— Exercise objective —
Only the lines that hold the word "Centre" are wanted from this listing.

— Information provided —
-------------------------
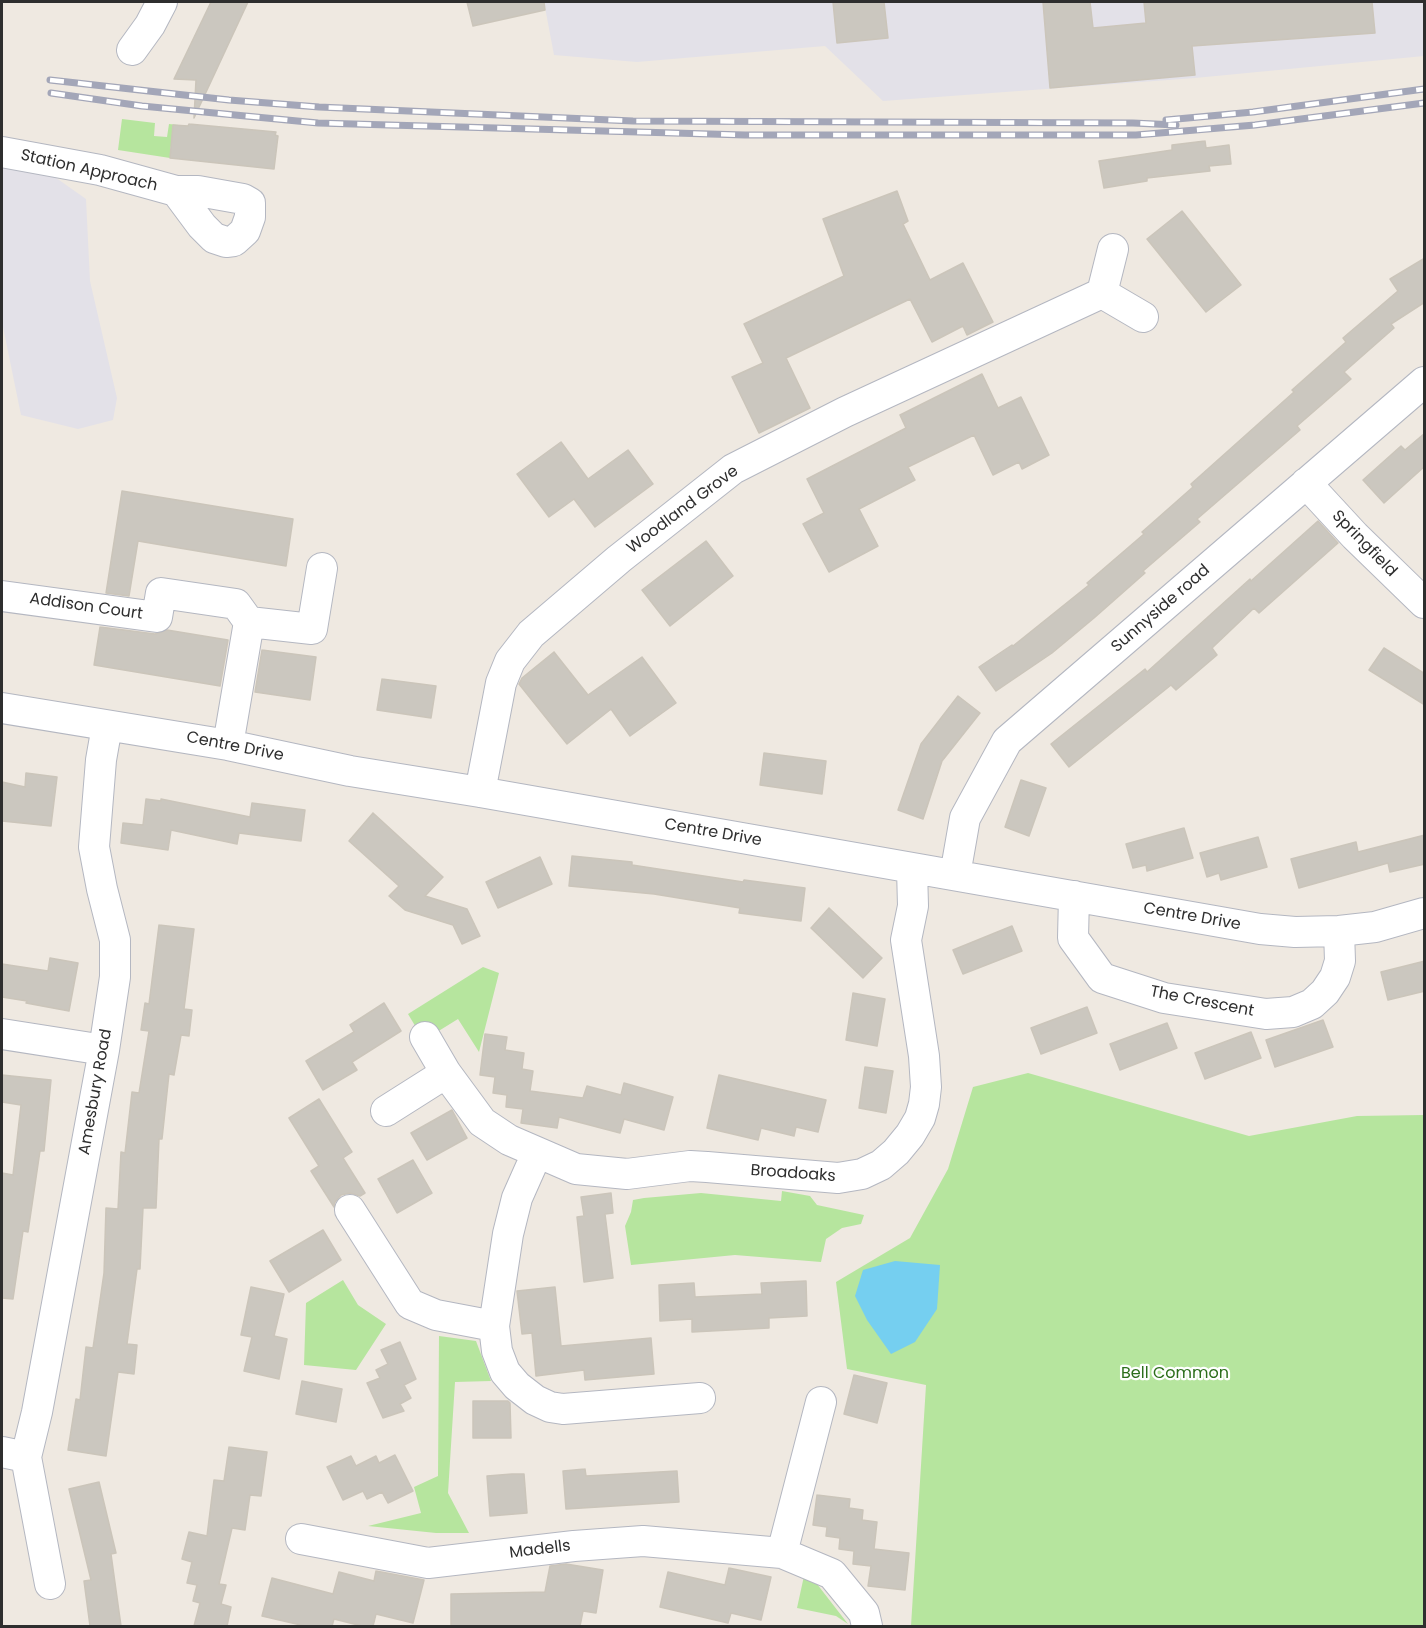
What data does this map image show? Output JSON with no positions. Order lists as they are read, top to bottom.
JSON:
{
  "streets": {
    "street": [
      "Station Approach",
      "Woodland Grove",
      "Springfield",
      "Addison Court",
      "Sunnyside road",
      "Centre Drive",
      "The Crescent",
      "Amesbury Road",
      "Broadoaks",
      "Madells"
    ]
  },
  "crossings": [
    ["Woodland Grove", "Centre Drive"],
    ["Springfield", "Sunnyside road"],
    ["Sunnyside road", "Centre Drive"],
    ["Centre Drive", "The Crescent"],
    ["Centre Drive", "Amesbury Road"],
    ["Centre Drive", "Broadoaks"]
  ],
  "parks": ["Bell Common"]
}
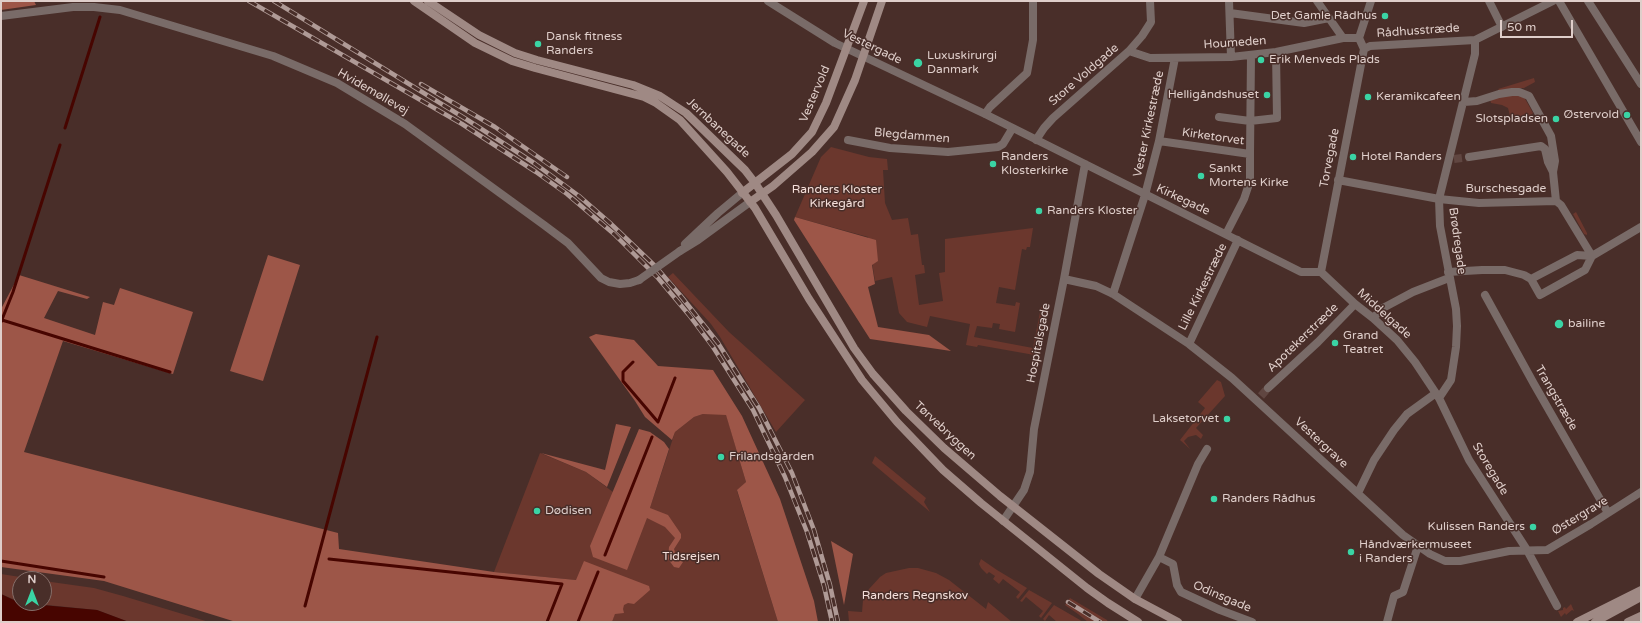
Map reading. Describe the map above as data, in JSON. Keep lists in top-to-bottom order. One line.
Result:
{"streets":{"main road":["Vestervold","Jernbanegade","Tørvebryggen"],"street":["Rådhusstræde","Houmeden","Vestergade","Store Voldgade","Hvidemøllevej","Vester Kirkestræde","Blegdammen","Kirketorvet","Torvegade","Burschesgade","Kirkegade","Brødregade","Lille Kirkestræde","Middelgade","Apotekerstræde","Hospitalsgade","Trangstræde","Vestergrave","Storegade","Østergrave","Odinsgade"]},"crossings":[["Rådhusstræde","Torvegade"],["Rådhusstræde","Brødregade"],["Houmeden","Store Voldgade"],["Houmeden","Vester Kirkestræde"],["Vestergade","Vestervold"],["Vestergade","Blegdammen"],["Store Voldgade","Kirkegade"],["Hvidemøllevej","Vestervold"],["Hvidemøllevej","Jernbanegade"],["Vestervold","Jernbanegade"],["Vester Kirkestræde","Kirketorvet"],["Vester Kirkestræde","Kirkegade"],["Vester Kirkestræde","Vestergrave"],["Jernbanegade","Tørvebryggen"],["Kirketorvet","Kirkegade"],["Torvegade","Burschesgade"],["Torvegade","Kirkegade"],["Torvegade","Middelgade"],["Burschesgade","Brødregade"],["Kirkegade","Lille Kirkestræde"],["Kirkegade","Middelgade"],["Kirkegade","Hospitalsgade"],["Brødregade","Middelgade"],["Brødregade","Storegade"],["Lille Kirkestræde","Vestergrave"],["Middelgade","Apotekerstræde"],["Middelgade","Storegade"],["Hospitalsgade","Tørvebryggen"],["Hospitalsgade","Vestergrave"],["Trangstræde","Østergrave"],["Vestergrave","Storegade"],["Vestergrave","Østergrave"],["Storegade","Østergrave"]],"parks":["Randers Kloster Kirkegård","Tidsrejsen","Randers Regnskov"],"places":["Det Gamle Rådhus","Dansk fitness Randers","Erik Menveds Plads","Luxuskirurgi Danmark","Helligåndshuset","Keramikcafeen","Østervold","Slotspladsen","Hotel Randers","Randers Klosterkirke","Sankt Mortens Kirke","Randers Kloster","bailine","Grand Teatret","Laksetorvet","Frilandsgården","Randers Rådhus","Dødisen","Kulissen Randers","Håndværkermuseet i Randers"],"scale_bar":"50 m","north":"top"}
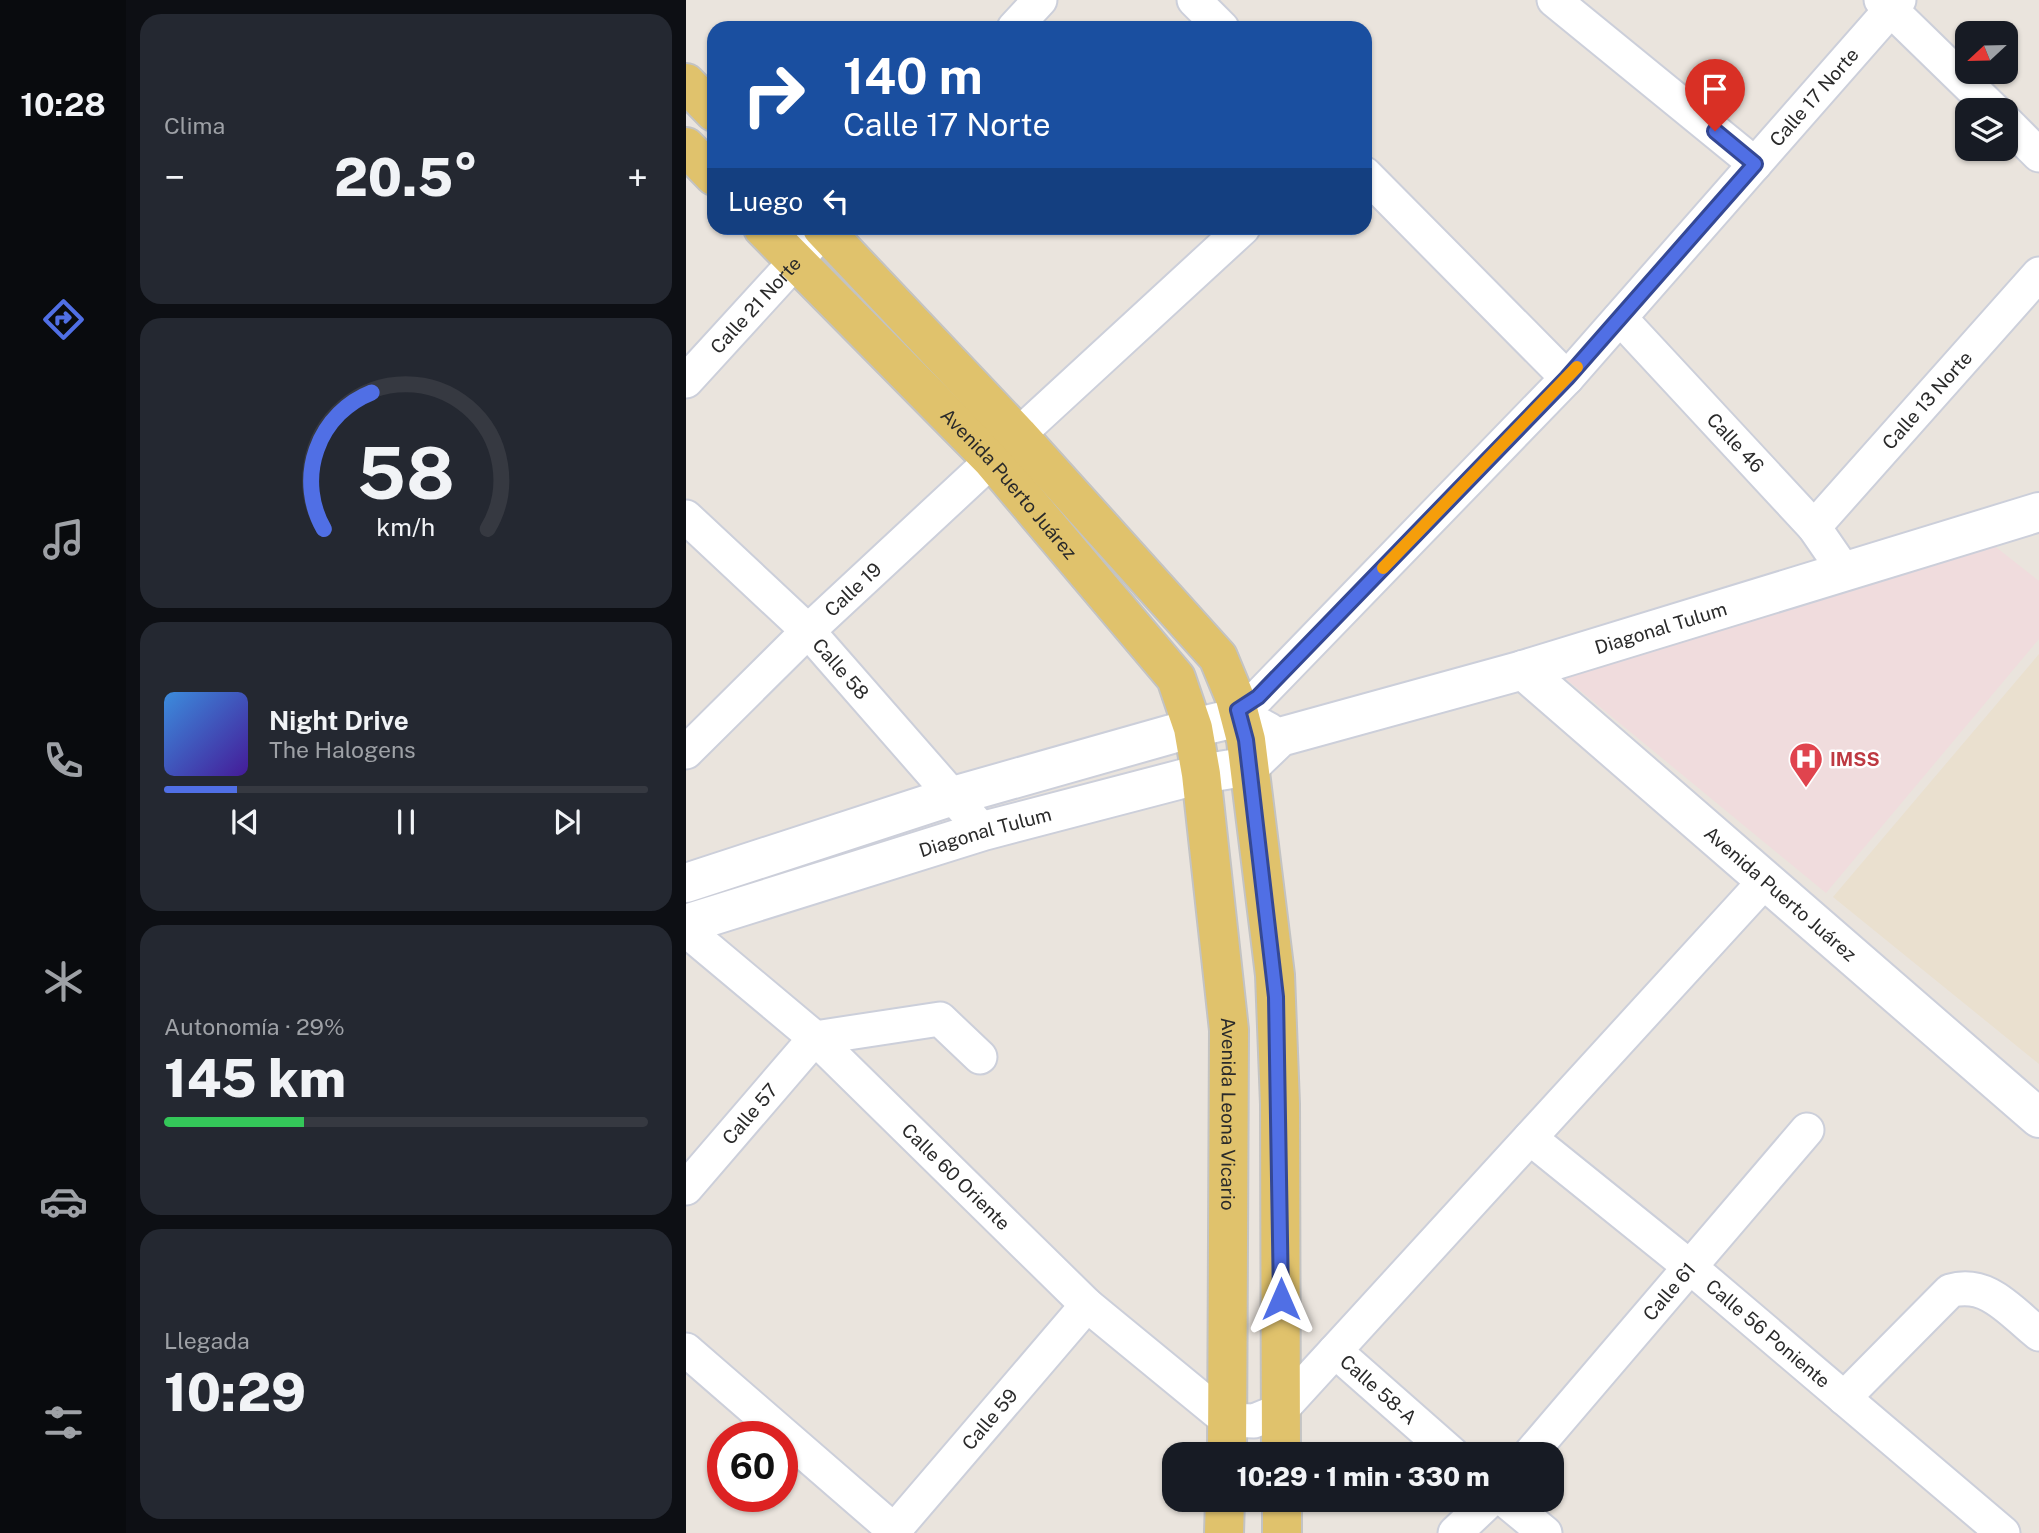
-------------------------
— Solution for this problem —
      "Centre Drive",
    ["Woodland Grove", "Centre Drive"],
    ["Sunnyside road", "Centre Drive"],
    ["Centre Drive", "The Crescent"],
    ["Centre Drive", "Amesbury Road"],
    ["Centre Drive", "Broadoaks"]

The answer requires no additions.